Verbatim by Loukia Richards

"Dior Odysseys" series. Photo: Dimitra Lazaridou.

Dimitra Lazaridou studied at Hochschule der Künste Berlin. She held solo exhibitions in Greece, Italy, and the US, and participated in group shows at the Museum of Photography in Thessaloniki, Théâtre de la Photographie et de l'Image in Nice, Maison Européene de la Photographie in Paris, Fondazione Mudima in Milan, among other venues. Collectors of her work include the National Museum of Modern Art in Athens, Martin Z. Margolies in Miami, Johns Hopkins University in Baltimore, MD, and the Weatherspoon Art Museum at the University of North Carolina - Greensboro. She lives and works in Athens.
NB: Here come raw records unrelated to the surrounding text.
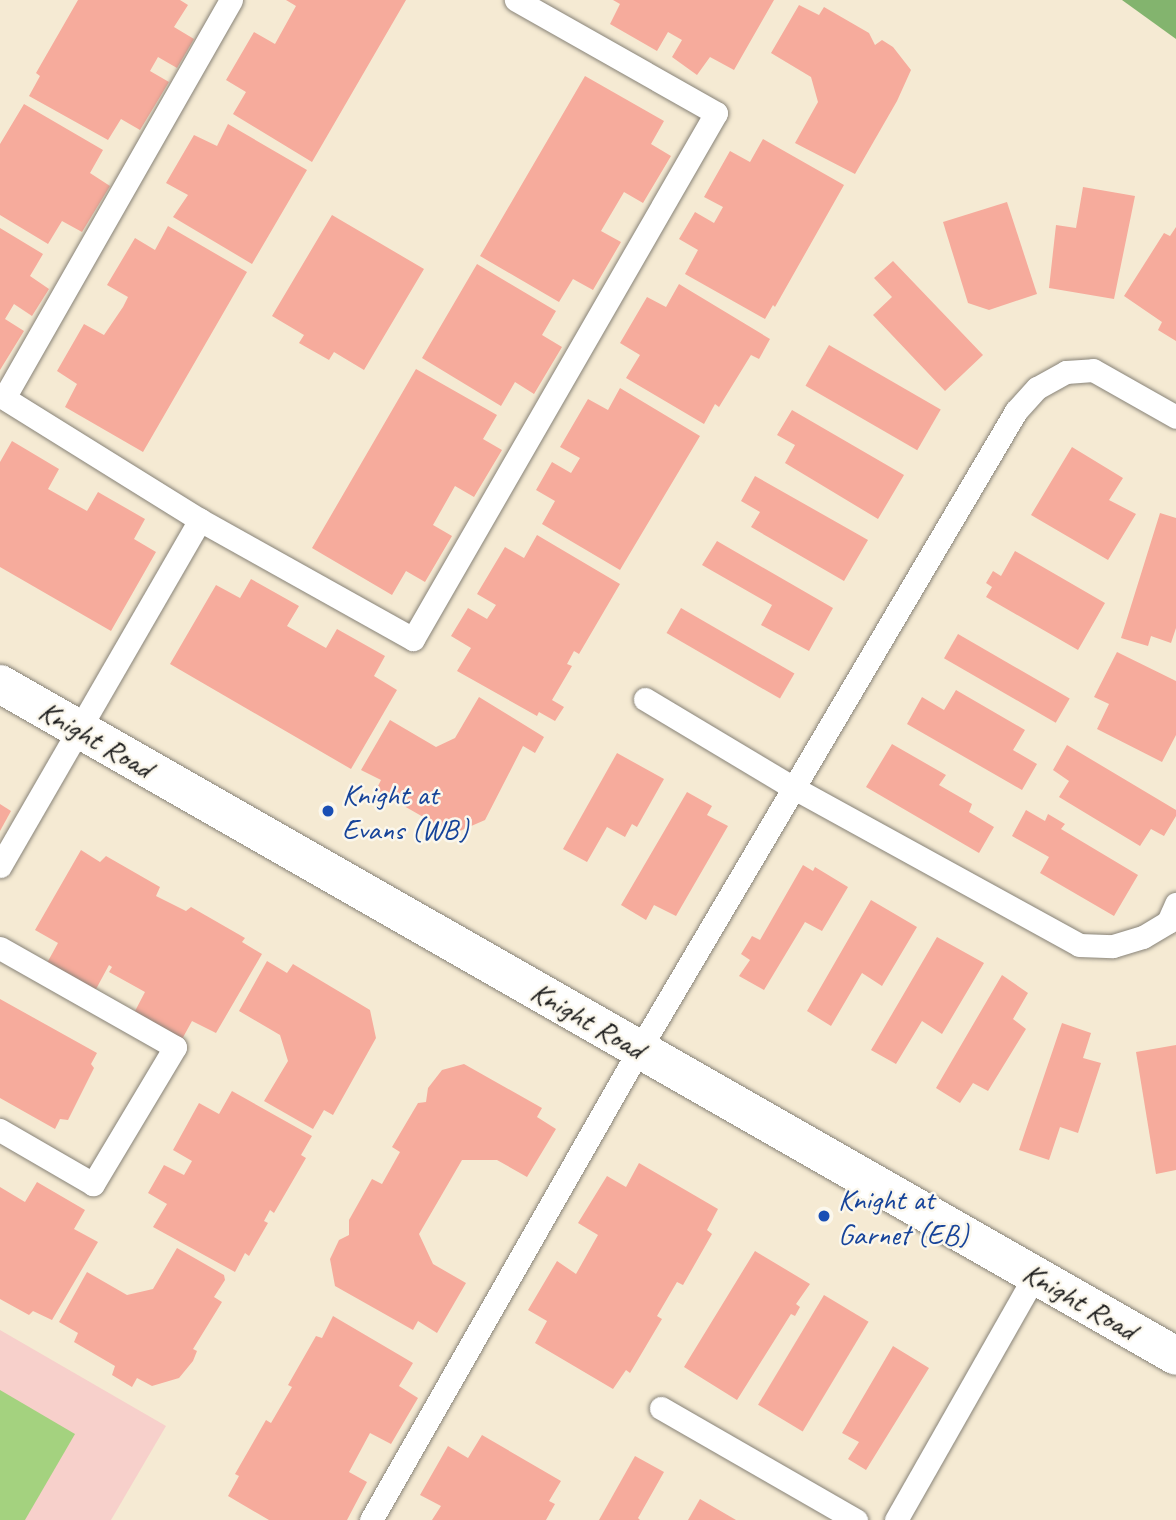 <!DOCTYPE html>
<style>
body{margin:0}
#map{position:relative;width:1176px;height:1520px;overflow:hidden;background:#f5ead3;font-family:Caveat,sans-serif}
div>[style]{position:absolute}
[style*='--x']{left:calc(var(--x)*1px);top:calc(var(--y)*1px);width:calc(var(--w)*1px);rotate:calc(var(--a)*1deg)}
.built>*{inset:0;background:#f7d0cb}
.green>*{inset:0;background:#a4d27f}
.forest>*{inset:0;background:#83b46e}
.building>*{inset:0;background:#f6ab9c;transform-origin:0 0}
.roads{filter:drop-shadow(0 0 2px #888378) drop-shadow(0 0 2px #888378)}
.service>*{height:23px;margin:-11.5px;padding:0 11.5px;transform-origin:11.5px;border-radius:11.5px;background:#fff}
.tertiary>*{height:38px;margin:-19px;padding:0 19px;transform-origin:19px;border-radius:19px;background:#fff}
.dots>*{width:19px;height:19px;translate:-50% -50%;box-sizing:border-box;border:4px solid #fbf7ec;border-radius:50%}
span{translate:-50% -50%;white-space:nowrap;text-align:center;line-height:1.15;-webkit-text-stroke:5px #fbf7ec;paint-order:stroke}
.street-label{font-size:30px;color:#1c1c1c}
.transit-label{font-size:30px;color:#164399}
.left{translate:0 -50%;text-align:left}
</style>
<div id="map">
<div class="built">
<i style="clip-path:polygon(0 1330px,166px 1426px,111px 1520px,0 1520px)"></i>
</div>
<div class="green">
<i style="clip-path:polygon(0 1390px,75px 1434px,25px 1520px,0 1520px)"></i>
</div>
<div class="forest">
<i style="clip-path:polygon(1122px 0,1176px 0,1176px 39px)"></i>
</div>
<div class="building">
<i style="clip-path:polygon(78px 0,180px 0,188px 5px,174px 27px,194px 39px,177px 68px,158px 57px,150px 71px,169px 82px,140px 130px,121px 119px,108px 140px,29px 96px,40px 76px,36px 73px)"></i>
<i style="clip-path:polygon(286px 0,406px 0,312px 162px,233px 114px,246px 92px,226px 80px,254px 32px,275px 44px,296px 6px)"></i>
<i style="clip-path:polygon(613px 0,774px 0,734px 70px,710px 57px,697px 75px,672px 57px,682px 40px,668px 32px,657px 51px,610px 24px,620px 4px)"></i>
<i style="clip-path:polygon(799px 5px,819px 15px,824px 7px,869px 33px,875px 45px,882px 40px,893px 47px,911px 70px,897px 101px,855px 174px,795px 143px,818px 102px,811px 77px,771px 53px)"></i>
<i style="clip-path:polygon(585px 76px,664px 121px,651px 144px,671px 156px,643px 203px,624px 192px,601px 231px,621px 242px,593px 290px,573px 279px,559px 302px,480px 256px)"></i>
<i style="clip-path:polygon(24px 104px,103px 150px,90px 173px,110px 186px,82px 232px,62px 221px,48px 244px,0 215px,0 144px)"></i>
<i style="clip-path:polygon(228px 124px,307px 170px,252px 264px,173px 217px,188px 195px,166px 183px,194px 135px,217px 146px)"></i>
<i style="clip-path:polygon(763px 139px,844px 185px,775px 307px,773px 305px,765px 319px,685px 274px,698px 250px,679px 239px,695px 212px,714px 223px,723px 207px,704px 197px,730px 151px,750px 162px)"></i>
<i style="clip-path:polygon(1083px 187px,1135px 196px,1114px 299px,1049px 288px,1056px 225px,1076px 228px)"></i>
<i style="clip-path:polygon(1007px 202px,1037px 294px,989px 310px,968px 303px,943px 222px)"></i>
<i style="clip-path:polygon(332px 215px,424px 269px,364px 370px,334px 352px,329px 360px,299px 343px,304px 335px,272px 316px)"></i>
<i style="clip-path:polygon(168px 226px,247px 272px,143px 452px,65px 407px,77px 384px,57px 371px,84px 324px,104px 335px,123px 307px,128px 297px,107px 285px,135px 238px,155px 250px)"></i>
<i style="clip-path:polygon(1176px 227px,1176px 341px,1158px 330px,1162px 322px,1124px 296px,1164px 233px,1170px 236px)"></i>
<i style="clip-path:polygon(0 228px,43px 254px,30px 276px,49px 289px,32px 316px,14px 304px,5px 319px,24px 331px,0 370px)"></i>
<i style="clip-path:polygon(893px 261px,983px 355px,945px 391px,873px 315px,892px 297px,874px 278px)"></i>
<i style="clip-path:polygon(477px 264px,556px 311px,542px 335px,562px 347px,534px 394px,515px 382px,501px 406px,422px 358px)"></i>
<i style="clip-path:polygon(679px 284px,770px 339px,759px 359px,751px 355px,719px 407px,715px 404px,704px 424px,626px 378px,640px 355px,620px 343px,647px 297px,666px 307px)"></i>
<i style="left:829px;top:345px;width:129px;height:47px;rotate:30deg"></i>
<i style="clip-path:polygon(416px 369px,497px 415px,483px 439px,502px 450px,474px 497px,455px 486px,433px 525px,452px 536px,425px 582px,406px 571px,392px 595px,312px 548px)"></i>
<i style="clip-path:polygon(620px 388px,700px 436px,620px 570px,542px 524px,555px 501px,536px 490px,552px 462px,571px 473px,580px 458px,560px 447px,588px 399px,608px 410px)"></i>
<i style="clip-path:polygon(792px 410px,904px 475px,878px 519px,785px 463px,795px 445px,777px 435px)"></i>
<i style="clip-path:polygon(12px 441px,59px 469px,48px 489px,87px 511px,98px 492px,145px 519px,134px 539px,156px 552px,111px 631px,0 567px,0 462px)"></i>
<i style="clip-path:polygon(1072px 447px,1123px 478px,1109px 500px,1136px 514px,1108px 560px,1031px 515px)"></i>
<i style="clip-path:polygon(755px 476px,868px 540px,844px 581px,751px 527px,760px 512px,741px 501px)"></i>
<i style="clip-path:polygon(1160px 513px,1176px 518px,1176px 628px,1171px 643px,1151px 636px,1148px 646px,1121px 638px)"></i>
<i style="clip-path:polygon(537px 535px,620px 584px,579px 654px,574px 651px,567px 664px,572px 666px,552px 700px,564px 707px,555px 721px,539px 712px,537px 716px,457px 671px,471px 648px,451px 636px,468px 608px,487px 619px,496px 605px,477px 594px,505px 547px,524px 558px)"></i>
<i style="clip-path:polygon(717px 541px,833px 608px,809px 651px,761px 625px,772px 605px,702px 565px)"></i>
<i style="clip-path:polygon(1015px 551px,1105px 603px,1078px 650px,986px 597px,992px 587px,986px 583px,993px 571px,1001px 576px)"></i>
<i style="clip-path:polygon(251px 579px,299px 606px,287px 626px,326px 648px,337px 629px,385px 656px,374px 676px,397px 690px,351px 769px,170px 664px,216px 585px,240px 598px)"></i>
<i style="left:681px;top:608px;width:131px;height:29px;rotate:30deg"></i>
<i style="left:958px;top:634px;width:129px;height:28px;rotate:30deg"></i>
<i style="clip-path:polygon(1117px 652px,1176px 681px,1176px 735px,1162px 762px,1097px 729px,1109px 704px,1094px 697px)"></i>
<i style="clip-path:polygon(956px 690px,1025px 730px,1013px 750px,1037px 764px,1022px 790px,907px 724px,922px 697px,944px 710px)"></i>
<i style="clip-path:polygon(479px 697px,544px 737px,535px 753px,523px 746px,485px 820px,453px 834px,376px 790px,381px 780px,361px 770px,390px 720px,436px 747px,455px 738px)"></i>
<i style="clip-path:polygon(892px 744px,946px 775px,939px 785px,972px 804px,969px 812px,994px 827px,979px 853px,866px 787px)"></i>
<i style="clip-path:polygon(1067px 745px,1176px 810px,1176px 816px,1164px 836px,1151px 829px,1140px 846px,1059px 797px,1069px 781px,1053px 770px)"></i>
<i style="clip-path:polygon(617px 753px,664px 779px,637px 827px,632px 824px,625px 837px,607px 827px,587px 862px,563px 849px)"></i>
<i style="clip-path:polygon(687px 792px,712px 806px,707px 815px,728px 826px,676px 916px,654px 905px,646px 920px,621px 905px)"></i>
<i style="clip-path:polygon(0 804px,11px 811px,0 831px)"></i>
<i style="clip-path:polygon(1026px 810px,1045px 821px,1048px 814px,1065px 824px,1061px 829px,1138px 875px,1114px 916px,1040px 873px,1049px 857px,1012px 836px)"></i>
<i style="clip-path:polygon(81px 850px,100px 862px,106px 856px,160px 887px,156px 896px,186px 911px,191px 907px,245px 938px,242px 942px,262px 954px,216px 1033px,192px 1021px,181px 1041px,134px 1013px,145px 992px,109px 972px,112px 967px,109px 965px,95px 991px,47px 963px,58px 943px,35px 930px)"></i>
<i style="clip-path:polygon(803px 865px,813px 871px,815px 867px,848px 887px,822px 931px,805px 922px,764px 990px,739px 976px,750px 960px,741px 954px,752px 936px,760px 940px)"></i>
<i style="clip-path:polygon(871px 900px,917px 927px,882px 986px,862px 973px,831px 1026px,807px 1011px)"></i>
<i style="clip-path:polygon(937px 937px,984px 963px,942px 1034px,922px 1021px,896px 1064px,871px 1050px)"></i>
<i style="clip-path:polygon(267px 961px,287px 973px,293px 964px,370px 1010px,376px 1038px,333px 1115px,324px 1110px,313px 1129px,264px 1101px,288px 1061px,280px 1035px,239px 1011px)"></i>
<i style="clip-path:polygon(1002px 975px,1028px 993px,1013px 1019px,1026px 1029px,988px 1091px,973px 1083px,960px 1103px,936px 1088px)"></i>
<i style="clip-path:polygon(0 999px,97px 1053px,91px 1064px,94px 1068px,68px 1120px,60px 1119px,55px 1129px,0 1098px)"></i>
<i style="clip-path:polygon(1062px 1023px,1091px 1033px,1083px 1058px,1101px 1063px,1078px 1133px,1060px 1127px,1049px 1160px,1019px 1150px)"></i>
<i style="clip-path:polygon(1176px 1045px,1176px 1170px,1156px 1174px,1136px 1052px)"></i>
<i style="clip-path:polygon(464px 1064px,542px 1108px,537px 1117px,556px 1129px,527px 1177px,497px 1160px,462px 1160px,419px 1234px,433px 1264px,466px 1283px,437px 1333px,418px 1321px,413px 1330px,335px 1286px,330px 1259px,339px 1240px,349px 1235px,349px 1220px,372px 1179px,382px 1184px,400px 1152px,392px 1147px,418px 1103px,426px 1102px,428px 1088px,442px 1070px)"></i>
<i style="clip-path:polygon(232px 1091px,312px 1136px,301px 1155px,306px 1158px,274px 1213px,270px 1210px,264px 1221px,268px 1223px,249px 1256px,245px 1253px,235px 1272px,153px 1227px,167px 1204px,148px 1193px,164px 1165px,184px 1175px,192px 1161px,173px 1150px,199px 1103px,219px 1114px)"></i>
<i style="clip-path:polygon(639px 1163px,718px 1209px,707px 1230px,712px 1234px,683px 1285px,677px 1282px,657px 1316px,662px 1319px,630px 1373px,626px 1370px,613px 1389px,535px 1343px,547px 1321px,528px 1310px,557px 1261px,576px 1274px,598px 1235px,578px 1223px,607px 1176px,626px 1187px)"></i>
<i style="clip-path:polygon(37px 1182px,85px 1210px,74px 1229px,98px 1242px,52px 1320px,33px 1311px,29px 1315px,0 1299px,0 1187px,25px 1202px)"></i>
<i style="clip-path:polygon(177px 1248px,224px 1275px,225px 1280px,214px 1297px,222px 1302px,193px 1349px,197px 1351px,193px 1361px,179px 1378px,152px 1386px,137px 1378px,132px 1387px,112px 1375px,115px 1366px,74px 1342px,78px 1333px,59px 1322px,87px 1272px,127px 1295px,153px 1289px)"></i>
<i style="clip-path:polygon(755px 1251px,810px 1284px,796px 1304px,800px 1307px,795px 1316px,791px 1314px,737px 1400px,684px 1367px)"></i>
<i style="left:824px;top:1295px;width:52px;height:128px;rotate:31deg"></i>
<i style="clip-path:polygon(333px 1316px,413px 1363px,399px 1386px,418px 1398px,391px 1444px,370px 1433px,349px 1472px,367px 1482px,347px 1520px,269px 1520px,228px 1496px,239px 1476px,235px 1474px,266px 1420px,271px 1423px,292px 1387px,288px 1385px,316px 1336px,322px 1338px)"></i>
<i style="clip-path:polygon(893px 1346px,929px 1368px,866px 1470px,848px 1459px,859px 1442px,842px 1433px)"></i>
<i style="clip-path:polygon(482px 1435px,561px 1481px,549px 1501px,555px 1504px,546px 1520px,432px 1520px,441px 1506px,420px 1495px,448px 1446px,468px 1458px)"></i>
<i style="clip-path:polygon(635px 1456px,664px 1472px,638px 1518px,640px 1520px,599px 1520px)"></i>
<i style="clip-path:polygon(700px 1499px,736px 1520px,688px 1520px)"></i>
</div>
<div class="roads">
<div class="service">
<i style="--x:231;--y:0;--w:458;--a:119.7"></i>
<i style="--x:4;--y:398;--w:231;--a:31.9"></i>
<i style="--x:200;--y:520;--w:244;--a:29.2"></i>
<i style="--x:413;--y:639;--w:607;--a:-60.06"></i>
<i style="--x:716;--y:113;--w:230;--a:-150.5"></i>
<i style="--x:645;--y:699;--w:174;--a:30.9"></i>
<i style="--x:794;--y:788;--w:325;--a:28.8"></i>
<i style="--x:1079;--y:945;--w:34;--a:2"></i>
<i style="--x:1113;--y:946;--w:31;--a:-17"></i>
<i style="--x:1143;--y:937;--w:29;--a:-31"></i>
<i style="--x:1168;--y:922;--w:20;--a:-66"></i>
<i style="--x:0;--y:866;--w:400;--a:-60"></i>
<i style="--x:0;--y:948;--w:201;--a:29.5"></i>
<i style="--x:175;--y:1047;--w:160;--a:120.9"></i>
<i style="--x:93;--y:1184;--w:108;--a:-149.9"></i>
<i style="--x:661;--y:1408;--w:225;--a:29.9"></i>
<i style="--x:371;--y:1520;--w:541;--a:-60.31"></i>
<i style="--x:639;--y:1050;--w:742;--a:-59.46"></i>
<i style="--x:1016;--y:411;--w:31;--a:-48"></i>
<i style="--x:1037;--y:388;--w:33;--a:-29"></i>
<i style="--x:1066;--y:372;--w:27;--a:-4"></i>
<i style="--x:1093;--y:370;--w:95;--a:29.5"></i>
<i style="--x:896;--y:1520;--w:282;--a:-60.4"></i>
</div>
<div class="tertiary">
<i style="--x:0;--y:684;--w:1354;--a:29.74"></i>
</div>
</div>
<div class="dots">
<i style="left:328px;top:811px;background:#1a4fb4"></i>
<i style="left:824px;top:1216px;background:#1a4fb4"></i>
</div>
<div class="street-label">
<span style="left:96px;top:739px;rotate:30deg">Knight Road</span>
<span style="left:588px;top:1020px;rotate:30deg">Knight Road</span>
<span style="left:1080px;top:1301px;rotate:30deg">Knight Road</span>
</div>
<div class="transit-label">
<span class="left" style="left:342px;top:811px">Knight at<br>Evans (WB)</span>
<span class="left" style="left:838px;top:1216px">Knight at<br>Garnet (EB)</span>
</div>
</div>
Dior decided to dedicate his collection Dior Cruise 2022 to Greece. The firm's founder, Christian Dior, had done a similar show in Athens 70 years ago, and 2021 was the 200th anniversary of the Greek War of Independence. However, the themes Dior selected did not focus on the revolutionary background, but on Greece's mythological wealth. Nobody introduced me to Dior; they had just visited my website. I got an email inviting me to the Dior project. Night landscapes had been selected for the shootings, and I was asked whether I would like to compose a female figure in this atmosphere.

"Dior Odysseys" series. Photo: Dimitra Lazaridou.

I was assigned to shoot four photos for Dior Magazine No 36, titled "Dior Odysseys".
While I was working on this project, I realized how magnificent it was. Maria Grazia Chiuri, Dior's creative director, a woman with vision, had travelled through Greece to meet textile-makers, designers, and wholesalers to find partners for this collection.

When you work on your own ideas, your work comes from who you are. You do not care about fashion or design that have their own goals and target groups. Art addresses everyone. Visual artists working without boundaries and making their own rules can contribute a lot to the applied arts.

"Dior Odysseys" series. Photo: Dimitra Lazaridou.
A "scene" often results from other factors such as trends and less from the artwork's merit. The artwork will live its life in endless time and does not need a "scene" whose life is limited.

When I was starting out, I used to have my idols; I left them behind to do it my way. I can accept an artwork, I can love it or feel jealous about it.
My teacher at the University of the Arts in Berlin, Professor Bernhard Boës, taught me the concept of feeling jealous of an artwork. "I want you to make me feel jealous," he used to say, "to drive me towards your work, to make me wonder: How did she do it? How did she achieve this? This work is unique!"

I feel jealous of many different artworks. For example, I am jealous of Daniel Peebles's work for his daring compositions.

I love Athens and the light of Attica. A temple, a historical or beautiful setting touches my emotions. However, as a photographer I am moved by it only if it serves my narrative.

"Dior Odysseys" series. Photo: Dimitra Lazaridou.